§ WHAT TO DO
Which lines of the data include the string "callout"? List them all.

§ Stored items
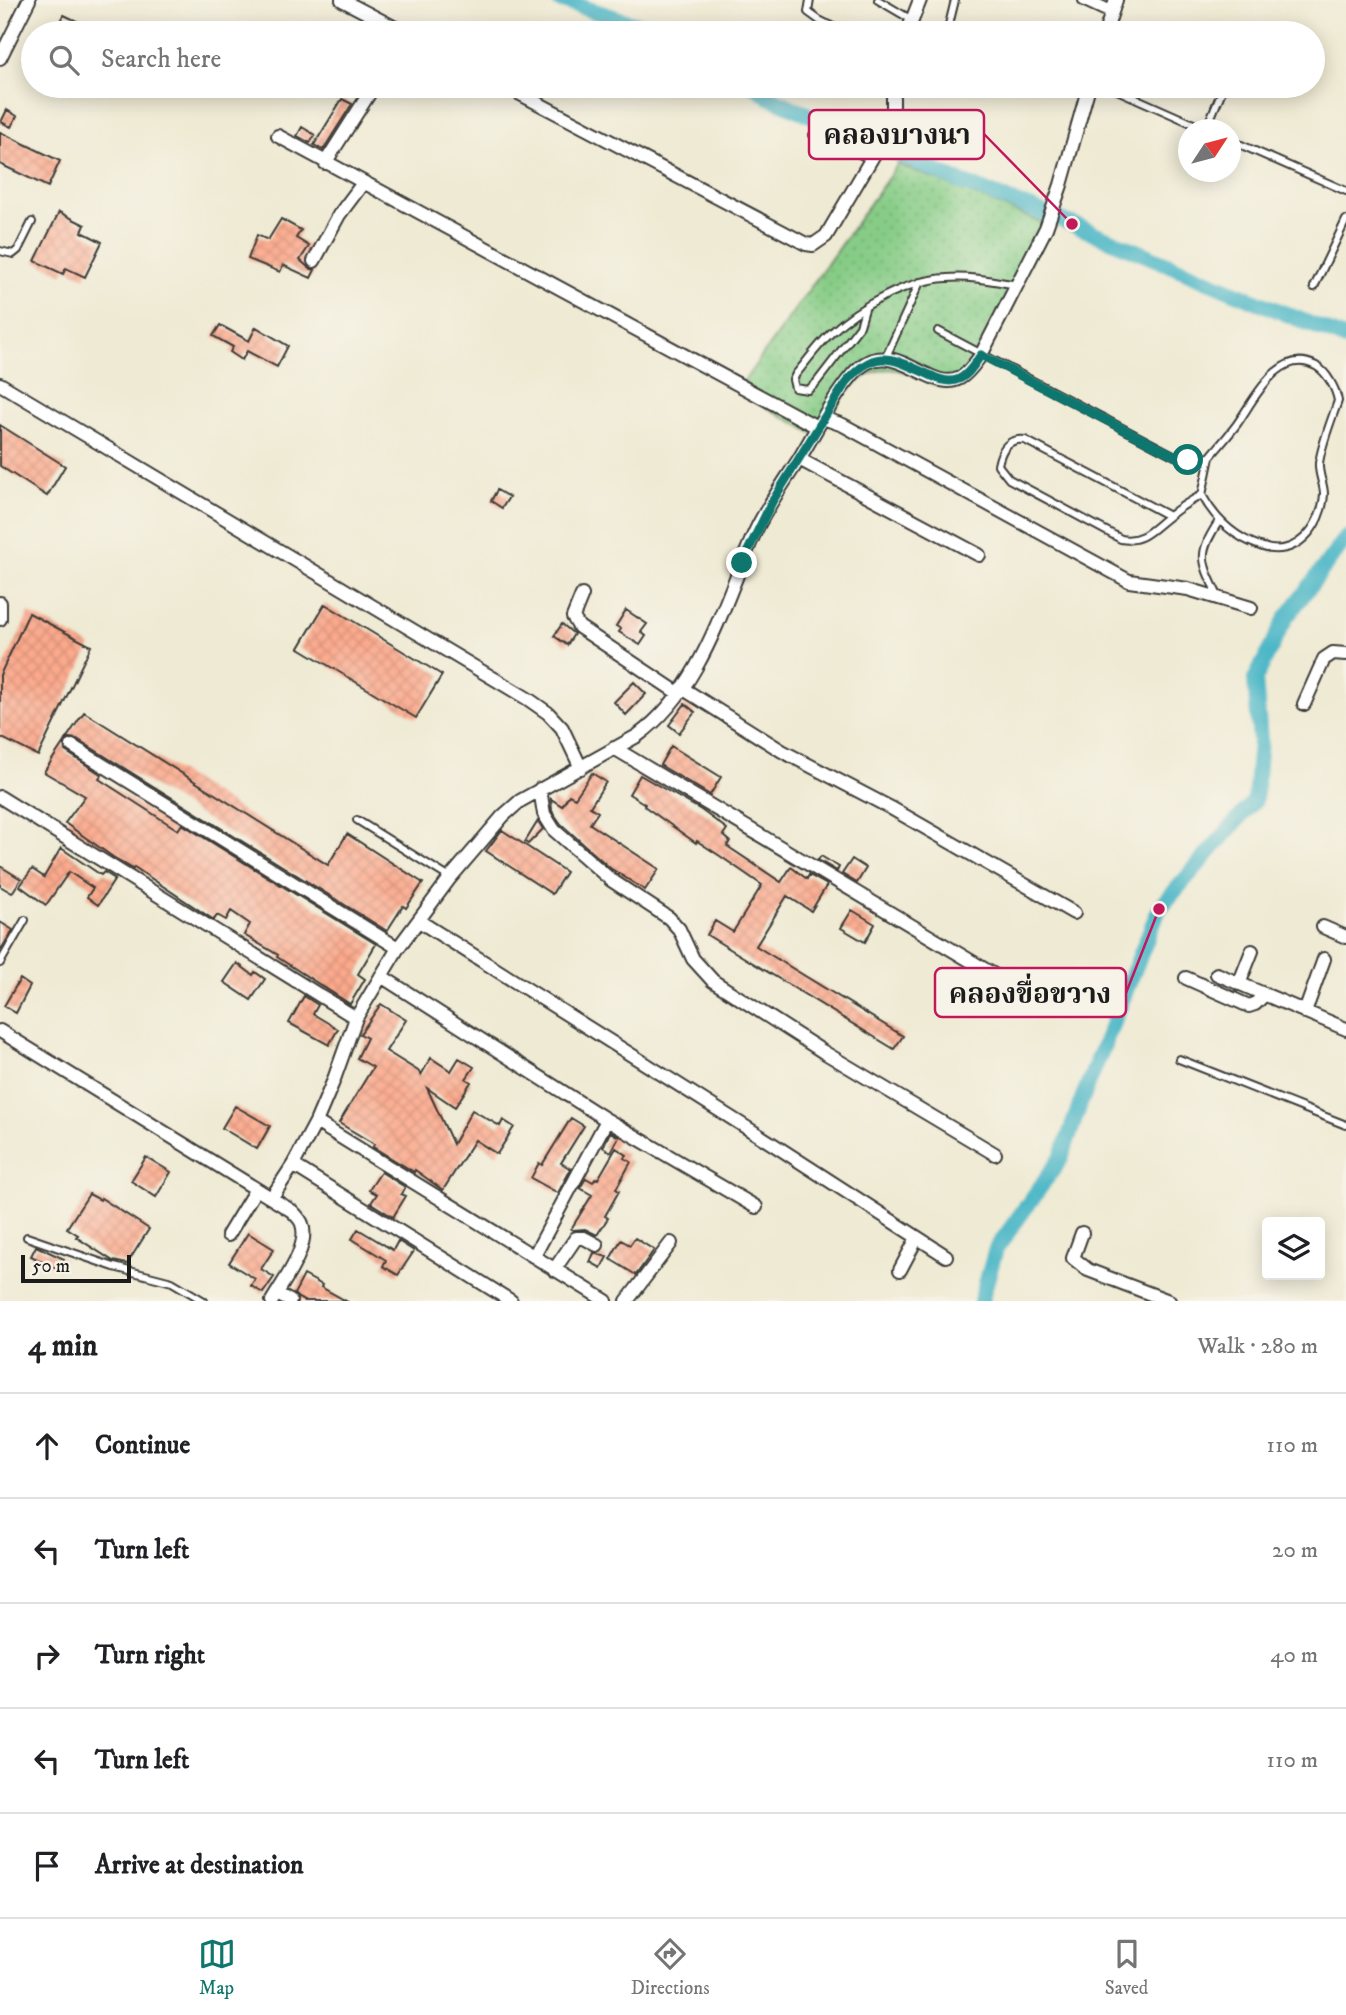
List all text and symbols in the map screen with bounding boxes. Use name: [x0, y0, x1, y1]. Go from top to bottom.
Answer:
search box: [21, 21, 1325, 98]
icon: search: [45, 41, 83, 79]
text: Search here: [101, 43, 221, 76]
callout: คลองบางนา: [809, 110, 984, 159]
text: คลองบางนา: [823, 118, 971, 153]
north arrow: [1178, 119, 1241, 182]
route start: [1172, 444, 1203, 475]
route end: [726, 547, 757, 578]
callout: คลองขื่อขวาง: [935, 968, 1126, 1017]
text: คลองขื่อขวาง: [949, 973, 1111, 1012]
map controls: [1262, 1217, 1325, 1280]
button: layers: [1262, 1217, 1325, 1280]
scale bar: [21, 1252, 131, 1284]
text: 50 m: [32, 1255, 70, 1278]
text: 4 min: [28, 1328, 98, 1365]
text: Walk · 280 m: [1197, 1332, 1318, 1361]
icon: ahead: [28, 1427, 66, 1465]
text: Continue: [95, 1429, 190, 1462]
text: 110 m: [1267, 1431, 1318, 1460]
icon: left: [28, 1532, 66, 1570]
text: Turn left: [95, 1534, 189, 1567]
text: 20 m: [1272, 1536, 1318, 1565]
icon: right: [28, 1637, 66, 1675]
text: Turn right: [95, 1639, 205, 1672]
text: 40 m: [1270, 1641, 1318, 1670]
icon: left: [28, 1742, 66, 1780]
text: Turn left: [95, 1744, 189, 1777]
text: 110 m: [1267, 1746, 1318, 1775]
icon: arrive: [28, 1847, 66, 1885]
text: Arrive at destination: [95, 1849, 304, 1882]
tab: Map: [198, 1935, 236, 2000]
tab: Directions: [631, 1935, 710, 2000]
tab: Saved: [1105, 1935, 1148, 2000]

§ YOUR SOLUTION
callout: คลองบางนา: [809, 110, 984, 159]
callout: คลองขื่อขวาง: [935, 968, 1126, 1017]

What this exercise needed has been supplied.